Does anyone know of a good electronic fax service? I need to be able to occasionally _send_ faxes using my PC and internet. I don't have a fax line available (nor do I want to make one available).

Even with all kinds of communication media (email, IM, scanning, etc) some people will only take a fax.


----------



## Semper Fidelis (Jun 2, 2009)

Faxaway's Internet Fax Service.

I recently bought a Brother Multifunction Laser from Costco that is great. It has a scanner as well as a fax machine built into it. It also has the ability to efax.


----------



## Theognome (Jun 2, 2009)

We use myfax.com at work.

Theognome


----------



## LawrenceU (Jun 2, 2009)

Ditto on myfax.com


----------



## Edward (Jun 2, 2009)

fredtgreco said:


> Does anyone know of a good electronic fax service? I need to be able to occasionally _send_ faxes using my PC and internet. I don't have a fax line available (nor do I want to make one available).
> 
> Even with all kinds of communication media (email, IM, scanning, etc) some people will only take a fax.

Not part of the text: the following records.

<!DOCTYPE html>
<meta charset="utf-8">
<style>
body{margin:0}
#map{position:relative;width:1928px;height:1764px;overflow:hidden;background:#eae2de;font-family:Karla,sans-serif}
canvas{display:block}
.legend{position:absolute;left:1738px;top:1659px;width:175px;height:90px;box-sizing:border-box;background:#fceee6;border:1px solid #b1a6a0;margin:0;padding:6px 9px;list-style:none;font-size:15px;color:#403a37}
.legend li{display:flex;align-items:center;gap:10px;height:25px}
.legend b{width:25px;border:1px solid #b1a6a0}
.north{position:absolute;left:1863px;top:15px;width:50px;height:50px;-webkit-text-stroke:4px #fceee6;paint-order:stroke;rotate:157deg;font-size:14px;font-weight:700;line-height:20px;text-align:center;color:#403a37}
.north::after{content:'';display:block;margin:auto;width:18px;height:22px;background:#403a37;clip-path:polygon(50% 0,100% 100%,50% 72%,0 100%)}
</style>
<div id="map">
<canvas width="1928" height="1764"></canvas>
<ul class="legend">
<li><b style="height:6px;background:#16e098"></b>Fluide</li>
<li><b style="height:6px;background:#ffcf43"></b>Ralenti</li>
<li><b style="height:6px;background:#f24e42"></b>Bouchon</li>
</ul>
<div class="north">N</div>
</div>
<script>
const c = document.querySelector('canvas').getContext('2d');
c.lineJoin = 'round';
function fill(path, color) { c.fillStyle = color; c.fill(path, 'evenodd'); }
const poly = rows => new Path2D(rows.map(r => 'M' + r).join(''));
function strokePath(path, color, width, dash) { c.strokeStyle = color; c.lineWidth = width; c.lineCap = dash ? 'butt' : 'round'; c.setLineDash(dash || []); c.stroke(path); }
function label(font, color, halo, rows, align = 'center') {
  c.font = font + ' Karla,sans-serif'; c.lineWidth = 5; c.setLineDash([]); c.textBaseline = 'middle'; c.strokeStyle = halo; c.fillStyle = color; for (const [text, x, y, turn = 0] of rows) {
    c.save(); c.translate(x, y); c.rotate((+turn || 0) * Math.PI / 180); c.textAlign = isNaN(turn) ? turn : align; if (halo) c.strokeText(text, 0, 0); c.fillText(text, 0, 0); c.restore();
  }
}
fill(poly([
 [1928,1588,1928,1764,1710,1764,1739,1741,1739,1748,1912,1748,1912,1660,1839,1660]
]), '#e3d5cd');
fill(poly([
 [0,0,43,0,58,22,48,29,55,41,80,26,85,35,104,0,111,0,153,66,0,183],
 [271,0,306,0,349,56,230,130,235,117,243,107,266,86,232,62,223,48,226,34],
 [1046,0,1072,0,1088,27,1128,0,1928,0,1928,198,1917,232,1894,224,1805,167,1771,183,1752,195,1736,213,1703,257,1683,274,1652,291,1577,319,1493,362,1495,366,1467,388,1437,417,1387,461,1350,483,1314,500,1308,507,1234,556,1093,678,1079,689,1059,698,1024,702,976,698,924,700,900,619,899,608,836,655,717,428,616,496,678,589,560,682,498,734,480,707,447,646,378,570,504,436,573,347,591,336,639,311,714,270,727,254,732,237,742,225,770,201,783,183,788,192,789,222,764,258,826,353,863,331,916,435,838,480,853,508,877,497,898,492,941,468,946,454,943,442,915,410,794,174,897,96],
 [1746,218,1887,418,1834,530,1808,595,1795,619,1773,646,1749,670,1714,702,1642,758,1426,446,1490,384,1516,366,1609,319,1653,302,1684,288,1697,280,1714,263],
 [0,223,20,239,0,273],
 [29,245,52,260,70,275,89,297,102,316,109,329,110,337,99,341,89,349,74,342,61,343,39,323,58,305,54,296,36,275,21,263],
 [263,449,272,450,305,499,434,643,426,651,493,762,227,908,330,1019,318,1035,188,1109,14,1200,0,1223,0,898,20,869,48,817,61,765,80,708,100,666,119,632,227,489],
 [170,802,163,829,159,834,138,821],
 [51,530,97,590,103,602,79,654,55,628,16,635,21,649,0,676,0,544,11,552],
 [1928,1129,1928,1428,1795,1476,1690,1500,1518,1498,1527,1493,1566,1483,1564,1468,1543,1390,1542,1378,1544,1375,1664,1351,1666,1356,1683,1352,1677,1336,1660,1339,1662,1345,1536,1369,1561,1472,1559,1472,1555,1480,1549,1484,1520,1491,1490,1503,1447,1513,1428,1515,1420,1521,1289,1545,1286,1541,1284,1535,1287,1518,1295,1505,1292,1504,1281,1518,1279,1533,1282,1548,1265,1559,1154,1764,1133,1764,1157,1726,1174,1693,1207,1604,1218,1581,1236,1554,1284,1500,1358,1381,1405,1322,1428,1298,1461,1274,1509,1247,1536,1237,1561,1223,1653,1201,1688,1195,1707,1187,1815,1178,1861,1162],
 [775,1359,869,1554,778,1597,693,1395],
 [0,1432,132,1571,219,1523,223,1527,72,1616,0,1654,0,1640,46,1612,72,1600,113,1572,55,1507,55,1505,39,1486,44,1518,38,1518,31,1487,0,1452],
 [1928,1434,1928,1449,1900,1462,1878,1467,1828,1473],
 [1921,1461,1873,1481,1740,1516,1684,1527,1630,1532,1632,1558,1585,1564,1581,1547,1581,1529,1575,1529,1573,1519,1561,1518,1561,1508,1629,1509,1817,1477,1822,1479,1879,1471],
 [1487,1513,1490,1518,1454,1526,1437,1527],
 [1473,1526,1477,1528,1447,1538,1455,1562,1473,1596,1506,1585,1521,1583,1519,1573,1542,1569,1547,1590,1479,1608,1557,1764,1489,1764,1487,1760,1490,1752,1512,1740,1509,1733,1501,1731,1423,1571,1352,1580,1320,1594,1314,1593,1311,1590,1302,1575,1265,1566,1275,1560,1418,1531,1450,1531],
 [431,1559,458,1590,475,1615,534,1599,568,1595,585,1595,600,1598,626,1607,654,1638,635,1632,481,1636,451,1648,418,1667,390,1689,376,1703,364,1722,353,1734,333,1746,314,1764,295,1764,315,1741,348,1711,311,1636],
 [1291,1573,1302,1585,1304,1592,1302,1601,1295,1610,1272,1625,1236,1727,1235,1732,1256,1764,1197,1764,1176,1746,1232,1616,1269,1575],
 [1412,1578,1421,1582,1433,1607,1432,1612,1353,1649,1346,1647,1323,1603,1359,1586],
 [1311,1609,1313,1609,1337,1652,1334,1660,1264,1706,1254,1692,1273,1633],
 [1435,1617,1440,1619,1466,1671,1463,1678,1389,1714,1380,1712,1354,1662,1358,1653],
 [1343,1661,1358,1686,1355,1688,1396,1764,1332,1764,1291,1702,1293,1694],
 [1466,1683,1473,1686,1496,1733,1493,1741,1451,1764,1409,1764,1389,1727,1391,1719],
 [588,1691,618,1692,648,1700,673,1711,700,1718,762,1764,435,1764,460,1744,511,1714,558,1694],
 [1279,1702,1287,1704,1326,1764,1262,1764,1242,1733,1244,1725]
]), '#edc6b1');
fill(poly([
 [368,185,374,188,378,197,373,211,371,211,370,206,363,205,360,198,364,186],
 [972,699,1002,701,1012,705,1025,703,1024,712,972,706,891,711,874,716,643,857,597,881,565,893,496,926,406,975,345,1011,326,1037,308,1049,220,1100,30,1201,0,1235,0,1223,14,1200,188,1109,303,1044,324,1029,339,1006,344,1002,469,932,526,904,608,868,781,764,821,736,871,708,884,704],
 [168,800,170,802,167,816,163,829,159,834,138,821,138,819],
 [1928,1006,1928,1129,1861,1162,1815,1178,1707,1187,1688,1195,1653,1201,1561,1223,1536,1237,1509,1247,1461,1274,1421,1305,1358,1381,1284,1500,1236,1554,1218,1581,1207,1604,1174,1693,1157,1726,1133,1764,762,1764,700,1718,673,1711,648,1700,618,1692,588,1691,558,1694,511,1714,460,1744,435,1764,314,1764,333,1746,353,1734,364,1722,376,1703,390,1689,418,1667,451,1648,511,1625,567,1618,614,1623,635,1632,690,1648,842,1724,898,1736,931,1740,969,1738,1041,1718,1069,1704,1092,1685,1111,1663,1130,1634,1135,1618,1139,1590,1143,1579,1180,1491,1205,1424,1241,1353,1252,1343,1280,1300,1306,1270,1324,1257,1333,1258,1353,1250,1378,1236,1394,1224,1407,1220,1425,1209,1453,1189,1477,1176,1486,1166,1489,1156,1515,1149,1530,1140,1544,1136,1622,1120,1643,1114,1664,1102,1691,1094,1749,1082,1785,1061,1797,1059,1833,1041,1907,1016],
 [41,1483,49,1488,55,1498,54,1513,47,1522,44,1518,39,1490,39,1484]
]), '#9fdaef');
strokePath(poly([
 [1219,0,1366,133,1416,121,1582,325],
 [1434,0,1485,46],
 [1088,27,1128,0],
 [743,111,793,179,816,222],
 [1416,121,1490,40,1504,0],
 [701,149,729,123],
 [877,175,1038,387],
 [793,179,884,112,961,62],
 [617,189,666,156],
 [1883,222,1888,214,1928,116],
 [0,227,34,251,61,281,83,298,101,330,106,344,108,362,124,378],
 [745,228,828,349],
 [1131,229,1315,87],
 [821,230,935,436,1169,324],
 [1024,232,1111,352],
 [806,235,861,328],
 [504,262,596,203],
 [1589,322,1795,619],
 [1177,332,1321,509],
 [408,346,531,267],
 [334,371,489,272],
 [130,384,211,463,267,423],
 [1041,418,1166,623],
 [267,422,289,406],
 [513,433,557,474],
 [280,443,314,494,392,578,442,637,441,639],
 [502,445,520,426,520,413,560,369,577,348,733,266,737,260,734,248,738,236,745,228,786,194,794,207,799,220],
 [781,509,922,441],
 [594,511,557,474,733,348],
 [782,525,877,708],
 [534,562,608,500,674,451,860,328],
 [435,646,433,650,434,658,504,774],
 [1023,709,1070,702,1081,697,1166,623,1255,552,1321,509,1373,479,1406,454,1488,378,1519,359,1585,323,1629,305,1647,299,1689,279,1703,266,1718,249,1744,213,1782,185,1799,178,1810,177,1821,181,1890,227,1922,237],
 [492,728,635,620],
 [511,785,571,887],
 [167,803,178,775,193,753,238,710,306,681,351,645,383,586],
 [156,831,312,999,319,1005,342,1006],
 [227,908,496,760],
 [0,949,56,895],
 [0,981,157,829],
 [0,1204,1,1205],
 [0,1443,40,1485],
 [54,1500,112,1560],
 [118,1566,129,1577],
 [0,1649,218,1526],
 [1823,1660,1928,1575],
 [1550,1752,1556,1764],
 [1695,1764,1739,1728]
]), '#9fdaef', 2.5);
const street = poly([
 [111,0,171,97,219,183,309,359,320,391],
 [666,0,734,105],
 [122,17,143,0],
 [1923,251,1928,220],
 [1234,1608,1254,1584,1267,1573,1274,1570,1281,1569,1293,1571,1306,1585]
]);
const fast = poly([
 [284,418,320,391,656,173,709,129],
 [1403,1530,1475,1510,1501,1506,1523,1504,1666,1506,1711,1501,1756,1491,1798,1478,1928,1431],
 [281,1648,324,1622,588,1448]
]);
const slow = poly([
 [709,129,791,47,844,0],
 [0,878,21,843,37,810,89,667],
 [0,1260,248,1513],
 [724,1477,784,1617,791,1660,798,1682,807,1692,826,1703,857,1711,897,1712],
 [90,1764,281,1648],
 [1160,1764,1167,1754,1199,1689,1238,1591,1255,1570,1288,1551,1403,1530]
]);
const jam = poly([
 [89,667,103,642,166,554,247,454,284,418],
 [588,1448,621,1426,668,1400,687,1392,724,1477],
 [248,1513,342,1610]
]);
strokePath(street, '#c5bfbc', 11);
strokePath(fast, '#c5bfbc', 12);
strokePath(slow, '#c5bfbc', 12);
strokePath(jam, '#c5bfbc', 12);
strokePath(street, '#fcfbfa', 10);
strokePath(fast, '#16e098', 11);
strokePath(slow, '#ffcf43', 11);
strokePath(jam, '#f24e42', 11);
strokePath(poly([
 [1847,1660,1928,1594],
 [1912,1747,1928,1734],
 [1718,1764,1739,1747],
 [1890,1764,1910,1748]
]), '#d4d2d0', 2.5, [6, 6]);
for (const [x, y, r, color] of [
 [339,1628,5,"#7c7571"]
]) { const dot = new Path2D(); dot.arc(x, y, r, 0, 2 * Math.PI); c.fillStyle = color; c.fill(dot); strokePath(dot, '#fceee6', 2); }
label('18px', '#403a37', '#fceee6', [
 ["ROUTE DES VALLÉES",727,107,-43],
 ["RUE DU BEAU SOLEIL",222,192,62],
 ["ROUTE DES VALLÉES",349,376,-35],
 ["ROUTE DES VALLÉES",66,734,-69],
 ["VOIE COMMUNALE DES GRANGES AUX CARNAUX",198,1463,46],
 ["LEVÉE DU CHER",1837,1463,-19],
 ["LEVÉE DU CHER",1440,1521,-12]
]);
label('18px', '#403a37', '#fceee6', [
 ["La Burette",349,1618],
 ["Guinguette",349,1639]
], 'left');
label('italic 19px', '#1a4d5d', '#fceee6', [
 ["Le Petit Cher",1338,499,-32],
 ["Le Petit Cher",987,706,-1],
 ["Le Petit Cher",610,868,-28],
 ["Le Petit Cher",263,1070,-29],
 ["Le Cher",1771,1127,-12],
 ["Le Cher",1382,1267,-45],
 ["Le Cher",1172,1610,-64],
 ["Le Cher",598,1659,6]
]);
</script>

I've had an efax account for years. I rarely use it, but it is there when I need it. eFax - Internet Fax to Email Services

There are a couple of others out there that I've seen in business environments. I'll see if I can come up with them.

-----Added 6/2/2009 at 08:26:32 EST-----



Edward said:


> fredtgreco said:
> 
> 
> > Does anyone know of a good electronic fax service? I need to be able to occasionally _send_ faxes using my PC and internet. I don't have a fax line available (nor do I want to make one available).
> ...



Here's the other one I've used in an enterprise setting. Goldfax 
"Fax Software for enterprises and small businesses. Affordable and easy Fax Software" 

You can subscribe to different incoming / outgoing packages for both of them as I recall. I use one of the free efax numbers for incoming, and do outgoing on a per-use basis as needed. I've only used Goldfax on an incoming basis - and I wasn't the one paying the bill.


----------